··· Supplied data
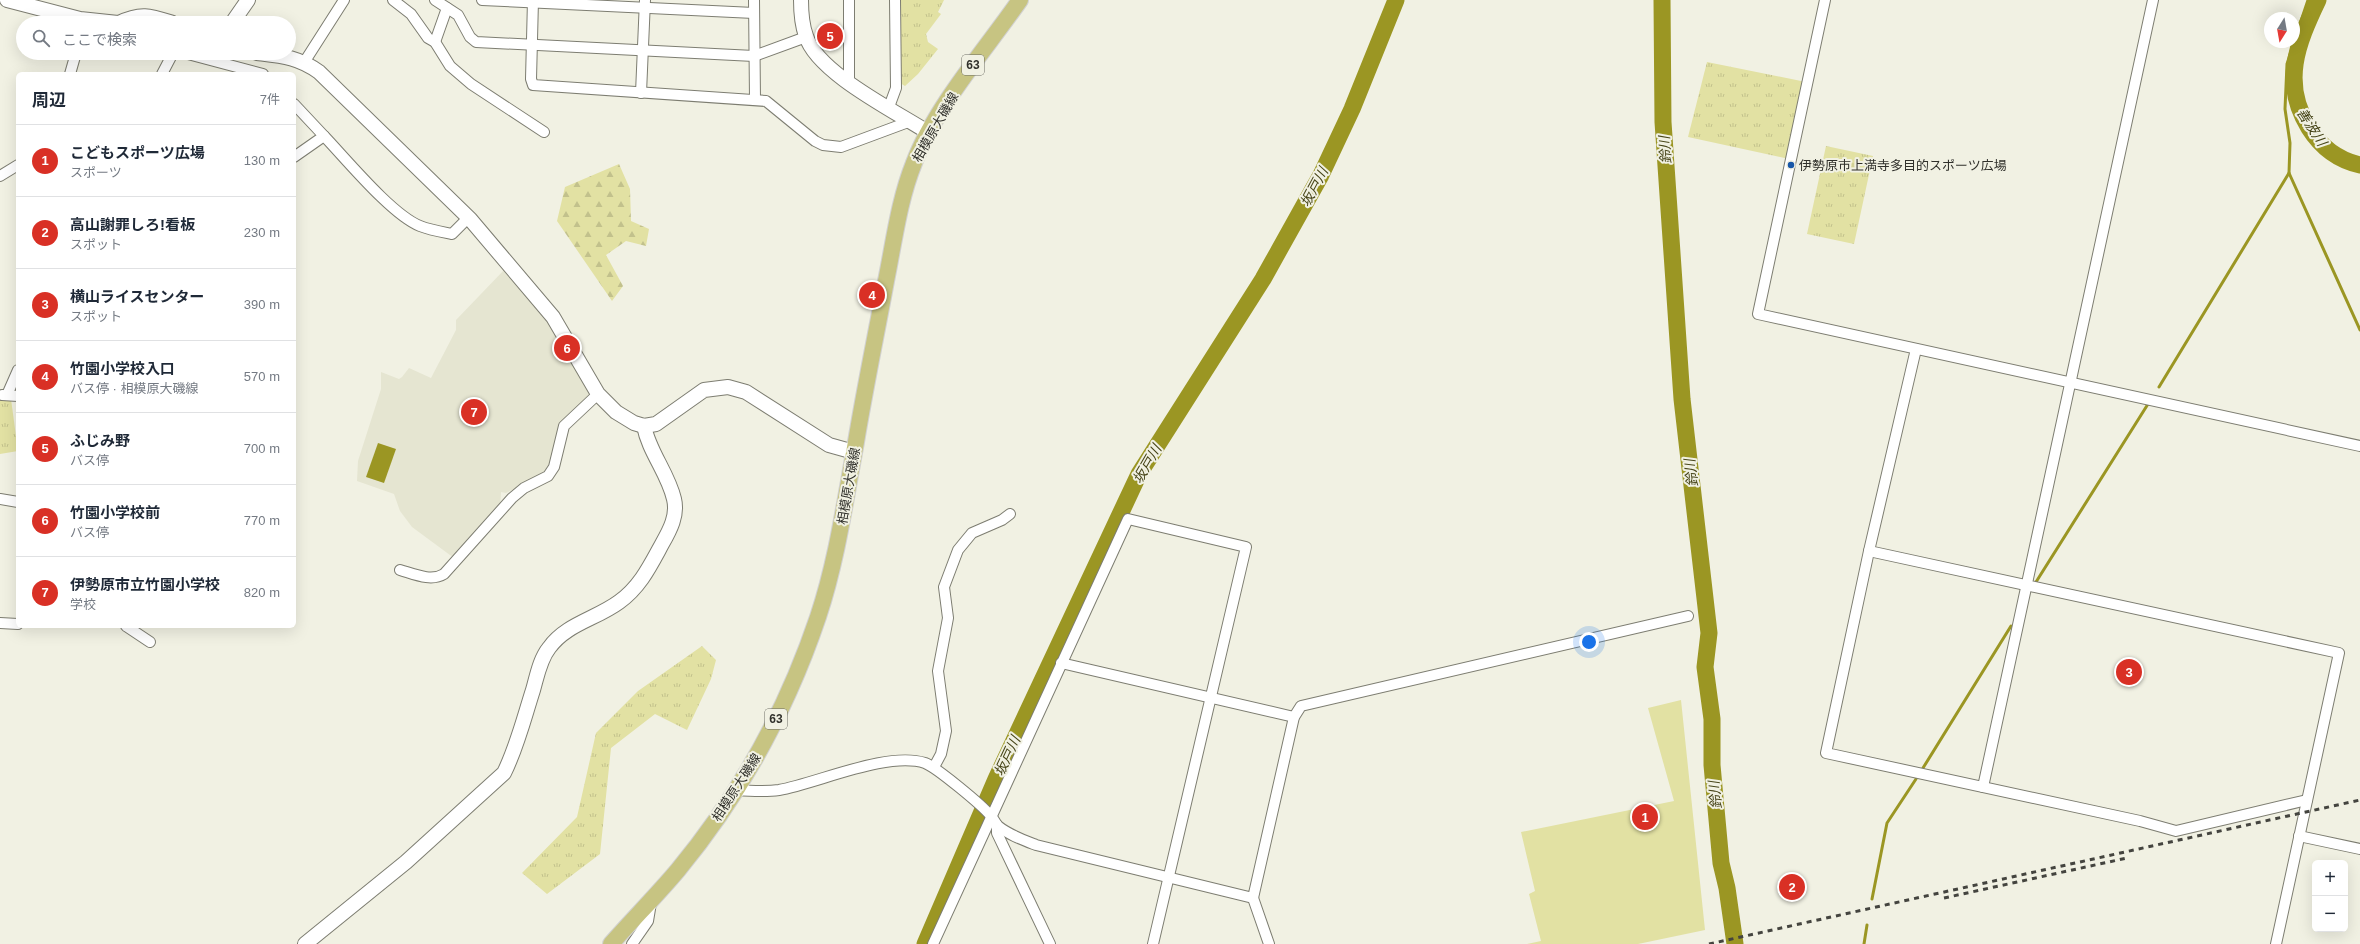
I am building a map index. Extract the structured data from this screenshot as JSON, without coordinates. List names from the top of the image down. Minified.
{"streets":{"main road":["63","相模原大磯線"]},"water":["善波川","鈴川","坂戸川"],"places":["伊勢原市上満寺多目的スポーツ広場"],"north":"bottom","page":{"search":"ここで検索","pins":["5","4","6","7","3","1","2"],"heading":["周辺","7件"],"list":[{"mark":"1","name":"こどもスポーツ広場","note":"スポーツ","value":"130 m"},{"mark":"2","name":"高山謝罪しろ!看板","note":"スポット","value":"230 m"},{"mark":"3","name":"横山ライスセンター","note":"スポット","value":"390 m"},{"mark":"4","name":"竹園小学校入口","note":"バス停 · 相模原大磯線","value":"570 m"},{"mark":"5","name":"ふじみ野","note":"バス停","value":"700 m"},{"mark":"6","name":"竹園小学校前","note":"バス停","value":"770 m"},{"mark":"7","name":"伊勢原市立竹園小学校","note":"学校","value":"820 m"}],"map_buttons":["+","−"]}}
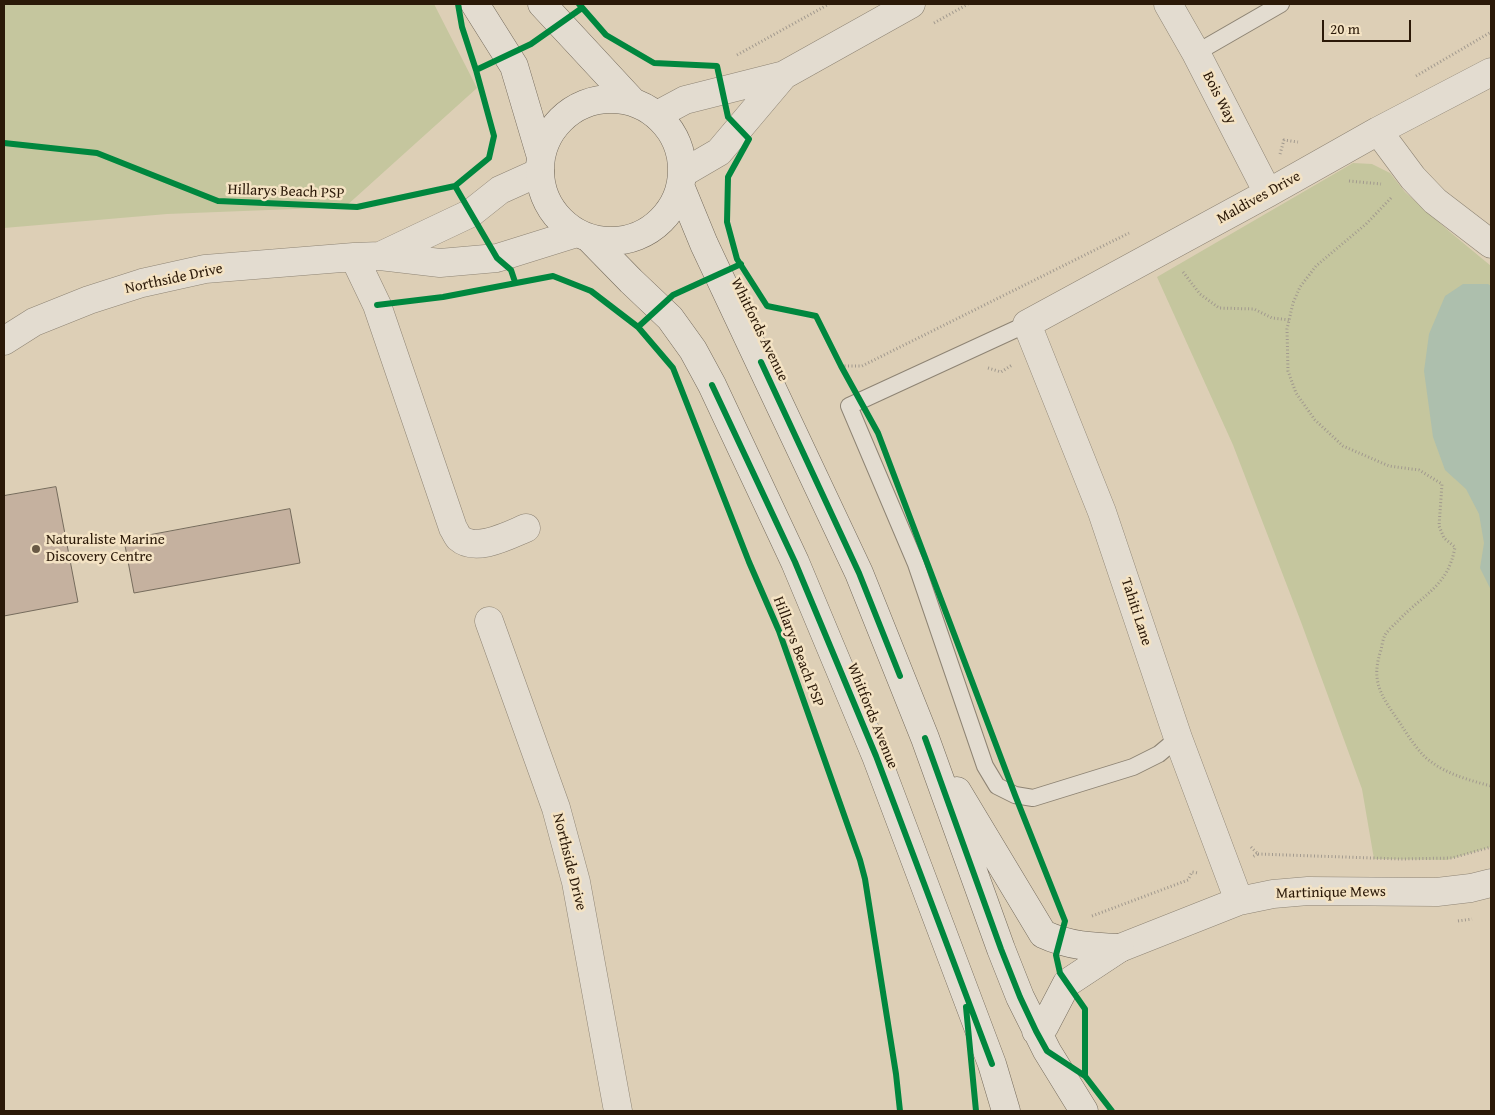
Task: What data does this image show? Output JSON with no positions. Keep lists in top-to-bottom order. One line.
······
Please give back every line above exactly as it stands, without pictures.

Exercise answer:
I am building a map index. Extract the structured data from this screenshot as JSON, without coordinates. List names from the top of the image down. Minified.
{"streets":{"main road":["63","相模原大磯線"]},"water":["善波川","鈴川","坂戸川"],"places":["伊勢原市上満寺多目的スポーツ広場"],"north":"bottom","page":{"search":"ここで検索","pins":["5","4","6","7","3","1","2"],"heading":["周辺","7件"],"list":[{"mark":"1","name":"こどもスポーツ広場","note":"スポーツ","value":"130 m"},{"mark":"2","name":"高山謝罪しろ!看板","note":"スポット","value":"230 m"},{"mark":"3","name":"横山ライスセンター","note":"スポット","value":"390 m"},{"mark":"4","name":"竹園小学校入口","note":"バス停 · 相模原大磯線","value":"570 m"},{"mark":"5","name":"ふじみ野","note":"バス停","value":"700 m"},{"mark":"6","name":"竹園小学校前","note":"バス停","value":"770 m"},{"mark":"7","name":"伊勢原市立竹園小学校","note":"学校","value":"820 m"}],"map_buttons":["+","−"]}}
Task: What data does this image show? Output JSON with no positions. Keep lists in top-to-bottom order. One line.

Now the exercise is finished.